“In eighteenth-century London butterfly collectors weren’t known as lepidopterists—they were the Society of Aurelians, employing an old term that refers to that mysterious cask where beauty is divined: the chrysalis. As a twenty-first-century Aurelian, Carol Mavor, in this book, moves through the enchanted woods and flowered fields of our fairy-tale-telling history in pursuit of our most intricately laced and resplendently clad stories, in turn showing us how deeply fantasy, myth, nursery rhyme, and dream have influenced our wider art and culture.

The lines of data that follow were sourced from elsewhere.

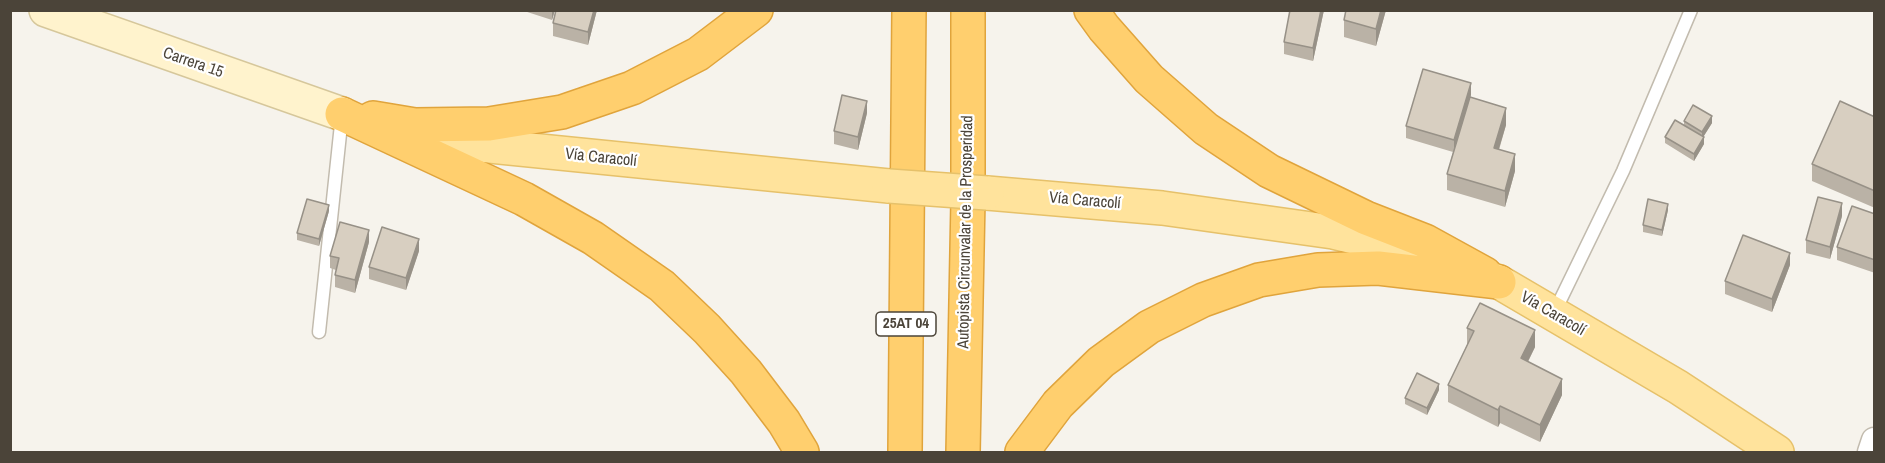 <!DOCTYPE html>
<meta charset="utf-8">
<style>
body{margin:0}
#map{position:relative;width:1885px;height:463px;overflow:hidden;background:#f6f3ec;font-family:"Archivo Narrow",sans-serif}
canvas{display:block}
.frame{position:absolute;inset:0;border:12px solid #4b4439;pointer-events:none}
</style>
<div id="map">
<canvas width="1885" height="463"></canvas>
<div class="frame"></div>
</div>
<script>
const c = document.querySelector('canvas').getContext('2d');
c.lineJoin = 'round';
function shape(rows) {
  const path = new Path2D();
  for (const r of rows) {
    path.moveTo(r[0], r[1]);
    for (let i = 2; i < r.length; i += 2) path.lineTo(r[i], r[i + 1]);
  }
  return path;
}
function trace(path, color, width, dash) {
  c.strokeStyle = color;
  c.lineWidth = width;
  c.lineCap = dash ? 'butt' : 'round';
  c.setLineDash(dash || []);
  c.stroke(path);
}
function fill(path, color) {
  c.fillStyle = color;
  c.fill(path, 'evenodd');
}
function write(font, color, halo, rows, align = 'center') {
  c.font = font + ' "Archivo Narrow",sans-serif';
  c.lineWidth = 4.5;
  c.setLineDash([]);
  c.textBaseline = 'middle';
  c.strokeStyle = halo;
  c.fillStyle = color;
  for (const [text, x, y, turn = 0] of rows) {
    c.save();
    c.translate(x, y);
    c.rotate((+turn || 0) * Math.PI / 180);
    c.textAlign = isNaN(turn) ? turn : align;
    if (halo) c.strokeText(text, 0, 0);
    c.fillText(text, 0, 0);
    c.restore();
  }
}
const lane = shape([
 [1554,313,1623,171,1691,10],
 [319,332,342,115]
]);
const street = shape([
 [1870,452,1874,440]
]);
const secondary = shape([
 [46,10,342,114]
]);
const primary = shape([
 [414,131,470,144,889,186],
 [987,193,1162,208,1333,232,1407,250,1499,282,1678,387,1777,452]
]);
const highway = shape([
 [1091,10,1104,28,1149,79,1206,129,1269,171,1366,218,1425,241,1485,274],
 [342,114,524,199,593,238,662,286,707,329,746,372,784,422,802,452],
 [373,118,415,125,489,124,562,112,632,88,698,54,756,10],
 [905,452,909,10],
 [963,452,968,200,968,10],
 [1022,452,1058,404,1101,362,1149,327,1203,300,1259,280,1318,270,1378,268,1499,282]
]);
const primaryBridge = shape([
 [889,186,987,193]
]);
const wall = shape([
 [521,10,555,10,552,20],
 [556,10,597,10,588,45,553,36,553,23],
 [1324,10,1313,61,1284,54,1284,42],
 [1386,10,1376,46,1344,37,1344,20],
 [1471,95,1470,98,1506,125,1499,150,1515,171,1505,207,1447,190,1447,174,1453,152,1406,138,1406,126],
 [867,113,858,150,834,144,834,131],
 [1875,117,1875,208,1812,181,1812,164],
 [1684,121,1712,123,1703,137,1704,144,1694,161,1665,143,1665,137,1684,125],
 [1668,210,1662,236,1643,232,1643,225],
 [329,211,319,246,297,240,297,233],
 [1875,214,1875,273,1837,260,1837,247],
 [1842,216,1830,259,1806,253,1806,240],
 [369,242,355,293,335,287,335,275,336,270,330,268,330,256],
 [419,251,406,290,369,279,369,267],
 [1790,265,1772,312,1725,294,1725,281],
 [1467,328,1535,347,1528,362,1562,395,1540,442,1500,423,1498,427,1448,402,1448,385,1467,345],
 [1439,390,1427,415,1405,404,1405,398]
]);
const shadedWall = shape([
 [552,10,555,10,552,20],
 [594,10,597,10,588,45,588,32],
 [1321,10,1324,10,1313,61,1313,48],
 [1381,10,1386,10,1376,46,1376,29],
 [1471,83,1471,95,1454,152,1454,140],
 [867,101,867,113,858,150,858,137],
 [1506,108,1506,125,1494,165,1494,148],
 [1712,116,1712,123,1702,139,1702,132],
 [1704,137,1704,144,1694,161,1694,154],
 [1515,154,1515,171,1505,207,1505,191],
 [1842,203,1842,216,1830,259,1830,247],
 [1668,204,1668,210,1662,236,1662,230],
 [329,205,329,211,319,246,319,239],
 [369,230,369,242,355,293,355,280],
 [419,239,419,251,406,290,406,278],
 [1790,253,1790,265,1772,312,1772,299],
 [1535,330,1535,347,1521,375,1521,358],
 [1562,379,1562,395,1540,442,1540,425],
 [1439,384,1439,390,1427,415,1427,408],
 [1500,406,1500,423,1498,427,1498,410]
]);
const building = shape([
 [556,10,594,10,588,32,553,23,556,10],
 [1290,10,1321,10,1313,48,1284,42,1290,10],
 [1346,10,1381,10,1376,29,1344,20,1346,10],
 [1423,69,1471,83,1454,140,1406,126,1423,69],
 [842,95,867,101,858,137,834,131,842,95],
 [1470,97,1506,108,1494,148,1515,154,1505,191,1447,174,1470,97],
 [1840,101,1875,117,1875,191,1812,164,1840,101],
 [1693,105,1712,116,1702,132,1684,121,1693,105],
 [1675,120,1704,137,1694,154,1665,137,1675,120],
 [1818,197,1842,203,1830,247,1806,240,1818,197],
 [307,199,329,205,319,239,297,233,307,199],
 [1648,199,1668,204,1662,230,1643,225,1648,199],
 [1852,206,1875,214,1875,260,1837,247,1852,206],
 [340,222,369,230,355,280,335,275,339,258,330,256,340,222],
 [382,227,419,239,406,278,369,267,382,227],
 [1743,235,1790,253,1772,299,1725,281,1743,235],
 [1480,303,1535,330,1521,358,1562,379,1540,425,1500,406,1498,410,1448,385,1474,331,1467,328,1480,303],
 [1417,373,1439,384,1427,408,1405,398,1417,373]
]);
const shields = [
 [906,324,60]
];
const shieldNames = [
 ["25AT 04",906,324]
];
const streetNames = [
 ["Carrera 15",193,63,19],
 ["Vía Caracolí",601,158,6],
 ["Vía Caracolí",1085,201,5],
 ["Autopista Circunvalar de la Prosperidad",966,232,-89],
 ["Vía Caracolí",1553,314,30]
];
trace(lane, '#c2bbae', 15);
trace(street, '#c2bbae', 27);
trace(secondary, '#d6c79b', 36);
trace(primary, '#e6c16a', 36);
trace(highway, '#e0a43c', 36);
trace(lane, '#fff', 12);
trace(street, '#fff', 24);
trace(secondary, '#fff3cd', 33);
trace(primary, '#ffe39c', 33);
trace(highway, '#ffcf6e', 33);
trace(primaryBridge, '#e6c16a', 36, []);
trace(primaryBridge, '#ffe39c', 33);
fill(wall, '#bab2a6');
fill(shadedWall, '#979187');
fill(building, '#d8cfc1');
trace(building, '#979187', 1.5);
for (const [x, y, w] of shields) {
  const box = new Path2D();
  box.roundRect(x - w / 2, y - 12, w, 24, 4.5);
  c.fillStyle = '#fff';
  c.fill(box);
  trace(box, '#4b4439', 1.5);
}
write('bold 15px', '#4b4439', null, shieldNames);
write('16px', '#4b4439', '#fff', streetNames);
</script>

Mavor reawakens us with new insights through the stories that we have known since childhood. For example, when Alice stumbles upon a Wonderland cake marked ‘EAT ME’ or when the witch dangerously lures in Hansel and Gretel with her delicious gingerbread house, Mavor uncovers eating as curious and obsessional. Yet, she also unearths magical enchantment in more surprising places. She discovers a tragic candyland in the poetry of 1950s genius child-poet Minou Drouet. She showcases a subterranean fairytale from the Ice Age in the cave paintings of Lascaux. She shows how the brown fairies that flit among the poems of Langston Hughes become a lesson in civil rights. And, perhaps most dramatically, she holds aloft Miwa Yanagi’s photograph of Little Red Riding Hood and her Grandmother embracing within the cut-open belly of the wolf as a grisly allegorical work commemorating the victims of Hiroshima.
With the haunting, melancholic rhythm of nursery rhymes, Mavor reads us the world of the fairy tale as our own world, full of trouble and dangers, but yet also full of heroes and magic, showing us where fantasy, literature, and our own social and political histories meet in the depths of our shared imagination.”